### Your goal
Look through the listing for the string "turn" and copy out every line that holds it.
-- Opening Marker --
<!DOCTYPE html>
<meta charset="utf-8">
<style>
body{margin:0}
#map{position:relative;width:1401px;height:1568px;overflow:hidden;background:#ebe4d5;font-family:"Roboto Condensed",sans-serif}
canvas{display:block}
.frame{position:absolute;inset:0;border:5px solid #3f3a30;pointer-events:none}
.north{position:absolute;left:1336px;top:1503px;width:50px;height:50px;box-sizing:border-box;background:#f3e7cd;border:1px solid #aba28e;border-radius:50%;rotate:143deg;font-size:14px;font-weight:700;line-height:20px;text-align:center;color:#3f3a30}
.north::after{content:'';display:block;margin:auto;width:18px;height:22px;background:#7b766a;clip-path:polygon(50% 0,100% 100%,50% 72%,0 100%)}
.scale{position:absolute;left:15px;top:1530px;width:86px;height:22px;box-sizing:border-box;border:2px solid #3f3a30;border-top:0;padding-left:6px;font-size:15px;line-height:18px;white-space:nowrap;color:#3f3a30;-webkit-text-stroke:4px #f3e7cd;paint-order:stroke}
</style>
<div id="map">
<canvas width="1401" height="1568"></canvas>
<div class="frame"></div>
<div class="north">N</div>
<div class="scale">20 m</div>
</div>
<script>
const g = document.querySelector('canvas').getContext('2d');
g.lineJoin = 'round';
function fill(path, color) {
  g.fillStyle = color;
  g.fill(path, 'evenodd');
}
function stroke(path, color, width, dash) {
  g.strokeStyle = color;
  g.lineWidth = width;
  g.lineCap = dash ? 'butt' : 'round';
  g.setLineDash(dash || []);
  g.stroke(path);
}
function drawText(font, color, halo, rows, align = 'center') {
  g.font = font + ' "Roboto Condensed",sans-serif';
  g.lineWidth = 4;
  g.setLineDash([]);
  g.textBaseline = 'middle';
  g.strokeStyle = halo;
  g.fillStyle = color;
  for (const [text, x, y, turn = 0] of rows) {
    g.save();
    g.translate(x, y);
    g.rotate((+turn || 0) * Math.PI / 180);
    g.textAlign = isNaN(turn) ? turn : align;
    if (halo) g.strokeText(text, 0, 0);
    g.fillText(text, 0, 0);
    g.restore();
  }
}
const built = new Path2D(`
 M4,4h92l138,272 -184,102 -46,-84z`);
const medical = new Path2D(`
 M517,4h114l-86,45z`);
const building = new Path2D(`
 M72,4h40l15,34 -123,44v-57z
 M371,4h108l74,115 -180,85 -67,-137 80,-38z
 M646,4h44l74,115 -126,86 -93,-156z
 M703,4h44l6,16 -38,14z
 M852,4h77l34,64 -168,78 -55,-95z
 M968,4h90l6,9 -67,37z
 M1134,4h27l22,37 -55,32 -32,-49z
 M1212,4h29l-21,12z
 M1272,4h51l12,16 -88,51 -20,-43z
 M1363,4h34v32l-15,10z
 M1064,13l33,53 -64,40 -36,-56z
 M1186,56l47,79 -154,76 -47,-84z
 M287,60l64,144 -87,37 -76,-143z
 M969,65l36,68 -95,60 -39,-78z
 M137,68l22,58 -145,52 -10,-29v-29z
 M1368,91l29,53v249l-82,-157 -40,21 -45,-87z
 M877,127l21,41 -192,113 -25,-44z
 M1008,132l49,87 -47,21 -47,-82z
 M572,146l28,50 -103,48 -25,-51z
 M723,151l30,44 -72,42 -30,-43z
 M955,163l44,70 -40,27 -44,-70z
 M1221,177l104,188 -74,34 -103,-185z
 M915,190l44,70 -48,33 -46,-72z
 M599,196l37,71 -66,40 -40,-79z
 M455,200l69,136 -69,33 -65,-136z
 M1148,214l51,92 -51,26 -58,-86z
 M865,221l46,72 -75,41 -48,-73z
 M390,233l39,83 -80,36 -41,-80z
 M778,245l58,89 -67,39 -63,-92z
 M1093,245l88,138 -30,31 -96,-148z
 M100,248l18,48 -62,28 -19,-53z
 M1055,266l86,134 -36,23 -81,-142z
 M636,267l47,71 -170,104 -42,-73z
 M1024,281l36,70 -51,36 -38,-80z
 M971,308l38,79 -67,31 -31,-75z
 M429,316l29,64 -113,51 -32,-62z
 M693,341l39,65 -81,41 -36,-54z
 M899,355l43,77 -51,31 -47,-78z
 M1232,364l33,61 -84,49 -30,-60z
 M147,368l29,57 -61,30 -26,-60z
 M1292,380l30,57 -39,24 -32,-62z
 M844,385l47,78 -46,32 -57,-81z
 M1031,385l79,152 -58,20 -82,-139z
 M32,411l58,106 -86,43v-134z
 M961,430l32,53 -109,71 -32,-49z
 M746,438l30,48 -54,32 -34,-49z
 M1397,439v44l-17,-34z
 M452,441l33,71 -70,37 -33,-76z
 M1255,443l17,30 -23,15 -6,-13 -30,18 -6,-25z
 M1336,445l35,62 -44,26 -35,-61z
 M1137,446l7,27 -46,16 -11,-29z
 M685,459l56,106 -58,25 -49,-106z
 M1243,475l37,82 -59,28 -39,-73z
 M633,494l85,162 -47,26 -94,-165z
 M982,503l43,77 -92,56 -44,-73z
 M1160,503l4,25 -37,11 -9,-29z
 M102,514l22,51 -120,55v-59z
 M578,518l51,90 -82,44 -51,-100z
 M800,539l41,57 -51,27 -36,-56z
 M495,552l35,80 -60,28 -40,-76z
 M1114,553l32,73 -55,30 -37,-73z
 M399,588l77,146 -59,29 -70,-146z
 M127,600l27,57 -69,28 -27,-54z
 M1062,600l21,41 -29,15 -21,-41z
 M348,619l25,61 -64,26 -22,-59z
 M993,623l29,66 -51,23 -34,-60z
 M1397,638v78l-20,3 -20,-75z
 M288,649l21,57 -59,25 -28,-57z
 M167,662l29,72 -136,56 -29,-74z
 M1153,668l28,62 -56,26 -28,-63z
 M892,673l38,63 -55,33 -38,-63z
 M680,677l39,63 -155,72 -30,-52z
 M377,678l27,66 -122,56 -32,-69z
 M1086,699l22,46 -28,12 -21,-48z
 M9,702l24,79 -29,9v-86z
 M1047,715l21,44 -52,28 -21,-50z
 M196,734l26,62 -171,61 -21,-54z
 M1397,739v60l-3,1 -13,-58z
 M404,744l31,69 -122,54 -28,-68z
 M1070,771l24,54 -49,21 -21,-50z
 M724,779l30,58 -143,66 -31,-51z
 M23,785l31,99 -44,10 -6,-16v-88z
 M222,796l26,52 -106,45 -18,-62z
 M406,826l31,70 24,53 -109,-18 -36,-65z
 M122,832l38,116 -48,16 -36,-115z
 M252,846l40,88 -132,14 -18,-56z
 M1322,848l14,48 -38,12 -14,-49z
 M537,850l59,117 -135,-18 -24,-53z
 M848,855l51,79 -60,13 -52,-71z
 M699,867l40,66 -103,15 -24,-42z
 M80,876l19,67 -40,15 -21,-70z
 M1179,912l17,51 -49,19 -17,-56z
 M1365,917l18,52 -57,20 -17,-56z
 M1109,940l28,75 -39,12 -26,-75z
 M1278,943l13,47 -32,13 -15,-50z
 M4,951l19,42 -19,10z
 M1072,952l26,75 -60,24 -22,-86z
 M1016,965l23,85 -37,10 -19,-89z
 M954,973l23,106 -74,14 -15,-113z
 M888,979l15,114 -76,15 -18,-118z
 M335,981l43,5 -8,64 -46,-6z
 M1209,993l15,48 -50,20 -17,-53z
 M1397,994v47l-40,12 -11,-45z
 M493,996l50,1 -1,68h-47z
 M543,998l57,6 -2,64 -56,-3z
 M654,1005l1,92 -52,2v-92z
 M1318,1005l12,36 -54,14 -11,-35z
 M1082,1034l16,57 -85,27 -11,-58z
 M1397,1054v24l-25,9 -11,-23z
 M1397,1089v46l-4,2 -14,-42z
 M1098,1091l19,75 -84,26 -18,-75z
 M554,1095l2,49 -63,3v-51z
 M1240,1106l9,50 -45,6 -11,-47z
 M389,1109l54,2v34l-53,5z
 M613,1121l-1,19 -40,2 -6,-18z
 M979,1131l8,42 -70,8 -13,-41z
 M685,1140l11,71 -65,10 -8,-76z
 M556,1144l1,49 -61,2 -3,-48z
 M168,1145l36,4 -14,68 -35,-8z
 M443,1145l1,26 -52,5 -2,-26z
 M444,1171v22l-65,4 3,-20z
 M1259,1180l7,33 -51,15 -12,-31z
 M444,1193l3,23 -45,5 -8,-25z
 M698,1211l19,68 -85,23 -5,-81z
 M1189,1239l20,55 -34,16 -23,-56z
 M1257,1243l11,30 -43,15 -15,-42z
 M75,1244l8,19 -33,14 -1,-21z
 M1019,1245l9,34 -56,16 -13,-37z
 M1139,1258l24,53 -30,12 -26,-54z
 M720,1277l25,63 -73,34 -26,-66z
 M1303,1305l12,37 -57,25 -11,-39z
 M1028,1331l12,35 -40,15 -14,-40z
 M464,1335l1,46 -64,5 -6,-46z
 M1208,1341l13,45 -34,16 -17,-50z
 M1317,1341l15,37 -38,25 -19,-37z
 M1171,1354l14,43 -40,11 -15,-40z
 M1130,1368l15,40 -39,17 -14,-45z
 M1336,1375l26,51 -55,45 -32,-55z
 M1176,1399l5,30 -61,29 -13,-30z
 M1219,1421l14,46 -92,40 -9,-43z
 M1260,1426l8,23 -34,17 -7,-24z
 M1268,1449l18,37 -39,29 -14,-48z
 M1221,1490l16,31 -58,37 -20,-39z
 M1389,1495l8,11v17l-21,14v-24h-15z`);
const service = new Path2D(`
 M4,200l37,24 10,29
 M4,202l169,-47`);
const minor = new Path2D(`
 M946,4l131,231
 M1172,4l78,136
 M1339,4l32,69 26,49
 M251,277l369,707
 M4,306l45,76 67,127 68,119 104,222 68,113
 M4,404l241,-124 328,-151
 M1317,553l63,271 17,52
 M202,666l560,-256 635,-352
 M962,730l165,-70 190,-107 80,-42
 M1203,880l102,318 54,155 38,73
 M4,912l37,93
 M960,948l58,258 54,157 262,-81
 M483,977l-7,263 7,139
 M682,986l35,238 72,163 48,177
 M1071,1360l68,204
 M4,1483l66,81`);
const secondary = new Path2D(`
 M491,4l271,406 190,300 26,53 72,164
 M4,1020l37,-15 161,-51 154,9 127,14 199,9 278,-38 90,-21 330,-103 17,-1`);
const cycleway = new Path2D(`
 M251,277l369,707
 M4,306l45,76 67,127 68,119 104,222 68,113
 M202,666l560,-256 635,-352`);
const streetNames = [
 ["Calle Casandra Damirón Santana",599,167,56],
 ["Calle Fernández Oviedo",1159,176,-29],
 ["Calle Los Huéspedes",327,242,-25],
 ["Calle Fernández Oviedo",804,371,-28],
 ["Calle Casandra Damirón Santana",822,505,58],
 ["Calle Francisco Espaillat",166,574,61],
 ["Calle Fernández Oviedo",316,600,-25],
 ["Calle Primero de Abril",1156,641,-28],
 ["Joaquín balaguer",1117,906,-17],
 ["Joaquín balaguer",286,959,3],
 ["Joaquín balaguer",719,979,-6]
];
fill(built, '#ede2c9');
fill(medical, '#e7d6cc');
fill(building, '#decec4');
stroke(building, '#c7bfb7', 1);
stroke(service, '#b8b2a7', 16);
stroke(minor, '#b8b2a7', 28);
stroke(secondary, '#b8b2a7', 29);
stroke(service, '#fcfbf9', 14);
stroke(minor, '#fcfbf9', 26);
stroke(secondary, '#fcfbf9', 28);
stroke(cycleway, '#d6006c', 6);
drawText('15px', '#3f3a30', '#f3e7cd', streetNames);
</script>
-- Closing Marker --
### Output of the exercise
  for (const [text, x, y, turn = 0] of rows) {
    g.rotate((+turn || 0) * Math.PI / 180);
    g.textAlign = isNaN(turn) ? turn : align;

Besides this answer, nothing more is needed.